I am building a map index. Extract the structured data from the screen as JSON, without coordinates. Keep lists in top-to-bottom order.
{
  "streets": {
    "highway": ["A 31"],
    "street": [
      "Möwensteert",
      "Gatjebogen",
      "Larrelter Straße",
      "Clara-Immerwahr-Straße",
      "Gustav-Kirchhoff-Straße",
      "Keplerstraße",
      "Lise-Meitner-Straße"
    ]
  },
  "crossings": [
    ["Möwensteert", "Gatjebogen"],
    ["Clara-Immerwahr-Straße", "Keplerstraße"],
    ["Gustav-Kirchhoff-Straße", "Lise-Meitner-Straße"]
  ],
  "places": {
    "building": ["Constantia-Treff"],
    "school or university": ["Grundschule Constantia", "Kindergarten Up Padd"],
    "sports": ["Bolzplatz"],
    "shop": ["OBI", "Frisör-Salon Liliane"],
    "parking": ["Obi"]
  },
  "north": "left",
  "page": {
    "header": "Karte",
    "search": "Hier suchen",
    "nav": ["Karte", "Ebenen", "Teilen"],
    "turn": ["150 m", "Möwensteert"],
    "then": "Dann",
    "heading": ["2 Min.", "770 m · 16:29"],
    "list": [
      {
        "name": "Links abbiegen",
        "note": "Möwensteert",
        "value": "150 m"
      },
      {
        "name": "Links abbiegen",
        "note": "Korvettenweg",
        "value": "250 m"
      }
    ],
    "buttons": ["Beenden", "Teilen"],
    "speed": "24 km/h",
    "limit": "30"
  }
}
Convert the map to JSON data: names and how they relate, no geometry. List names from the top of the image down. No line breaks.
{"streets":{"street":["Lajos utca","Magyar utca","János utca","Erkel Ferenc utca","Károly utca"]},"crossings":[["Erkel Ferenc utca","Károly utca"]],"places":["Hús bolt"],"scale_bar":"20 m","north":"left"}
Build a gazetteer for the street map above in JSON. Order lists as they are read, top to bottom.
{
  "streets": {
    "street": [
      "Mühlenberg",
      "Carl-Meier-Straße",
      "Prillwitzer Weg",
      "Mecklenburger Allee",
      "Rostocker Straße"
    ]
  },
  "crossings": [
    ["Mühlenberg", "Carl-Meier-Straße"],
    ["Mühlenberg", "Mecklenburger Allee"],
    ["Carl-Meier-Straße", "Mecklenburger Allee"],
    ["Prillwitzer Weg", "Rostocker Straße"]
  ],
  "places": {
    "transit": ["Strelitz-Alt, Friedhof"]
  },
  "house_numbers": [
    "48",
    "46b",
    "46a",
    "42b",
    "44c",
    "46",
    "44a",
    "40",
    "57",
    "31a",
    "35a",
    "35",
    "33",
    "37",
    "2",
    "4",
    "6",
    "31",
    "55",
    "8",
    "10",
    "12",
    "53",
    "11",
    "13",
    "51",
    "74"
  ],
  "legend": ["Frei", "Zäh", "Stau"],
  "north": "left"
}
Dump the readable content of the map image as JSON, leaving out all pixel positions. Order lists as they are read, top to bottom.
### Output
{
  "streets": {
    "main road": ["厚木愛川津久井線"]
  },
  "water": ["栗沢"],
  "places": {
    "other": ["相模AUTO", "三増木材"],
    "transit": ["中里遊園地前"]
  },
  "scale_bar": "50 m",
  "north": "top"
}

Directions for this task -> Would you copy out all the entries above without changing a single character?

Answer to the exercise ->
I am building a map index. Extract the structured data from the screen as JSON, without coordinates. Keep lists in top-to-bottom order.
{
  "streets": {
    "highway": ["A 31"],
    "street": [
      "Möwensteert",
      "Gatjebogen",
      "Larrelter Straße",
      "Clara-Immerwahr-Straße",
      "Gustav-Kirchhoff-Straße",
      "Keplerstraße",
      "Lise-Meitner-Straße"
    ]
  },
  "crossings": [
    ["Möwensteert", "Gatjebogen"],
    ["Clara-Immerwahr-Straße", "Keplerstraße"],
    ["Gustav-Kirchhoff-Straße", "Lise-Meitner-Straße"]
  ],
  "places": {
    "building": ["Constantia-Treff"],
    "school or university": ["Grundschule Constantia", "Kindergarten Up Padd"],
    "sports": ["Bolzplatz"],
    "shop": ["OBI", "Frisör-Salon Liliane"],
    "parking": ["Obi"]
  },
  "north": "left",
  "page": {
    "header": "Karte",
    "search": "Hier suchen",
    "nav": ["Karte", "Ebenen", "Teilen"],
    "turn": ["150 m", "Möwensteert"],
    "then": "Dann",
    "heading": ["2 Min.", "770 m · 16:29"],
    "list": [
      {
        "name": "Links abbiegen",
        "note": "Möwensteert",
        "value": "150 m"
      },
      {
        "name": "Links abbiegen",
        "note": "Korvettenweg",
        "value": "250 m"
      }
    ],
    "buttons": ["Beenden", "Teilen"],
    "speed": "24 km/h",
    "limit": "30"
  }
}
Convert the map to JSON data: names and how they relate, no geometry. List names from the top of the image down. No line breaks.
{"streets":{"street":["Lajos utca","Magyar utca","János utca","Erkel Ferenc utca","Károly utca"]},"crossings":[["Erkel Ferenc utca","Károly utca"]],"places":["Hús bolt"],"scale_bar":"20 m","north":"left"}
Build a gazetteer for the street map above in JSON. Order lists as they are read, top to bottom.
{
  "streets": {
    "street": [
      "Mühlenberg",
      "Carl-Meier-Straße",
      "Prillwitzer Weg",
      "Mecklenburger Allee",
      "Rostocker Straße"
    ]
  },
  "crossings": [
    ["Mühlenberg", "Carl-Meier-Straße"],
    ["Mühlenberg", "Mecklenburger Allee"],
    ["Carl-Meier-Straße", "Mecklenburger Allee"],
    ["Prillwitzer Weg", "Rostocker Straße"]
  ],
  "places": {
    "transit": ["Strelitz-Alt, Friedhof"]
  },
  "house_numbers": [
    "48",
    "46b",
    "46a",
    "42b",
    "44c",
    "46",
    "44a",
    "40",
    "57",
    "31a",
    "35a",
    "35",
    "33",
    "37",
    "2",
    "4",
    "6",
    "31",
    "55",
    "8",
    "10",
    "12",
    "53",
    "11",
    "13",
    "51",
    "74"
  ],
  "legend": ["Frei", "Zäh", "Stau"],
  "north": "left"
}
Dump the readable content of the map image as JSON, leaving out all pixel positions. Order lists as they are read, top to bottom.
### Output
{
  "streets": {
    "main road": ["厚木愛川津久井線"]
  },
  "water": ["栗沢"],
  "places": {
    "other": ["相模AUTO", "三増木材"],
    "transit": ["中里遊園地前"]
  },
  "scale_bar": "50 m",
  "north": "top"
}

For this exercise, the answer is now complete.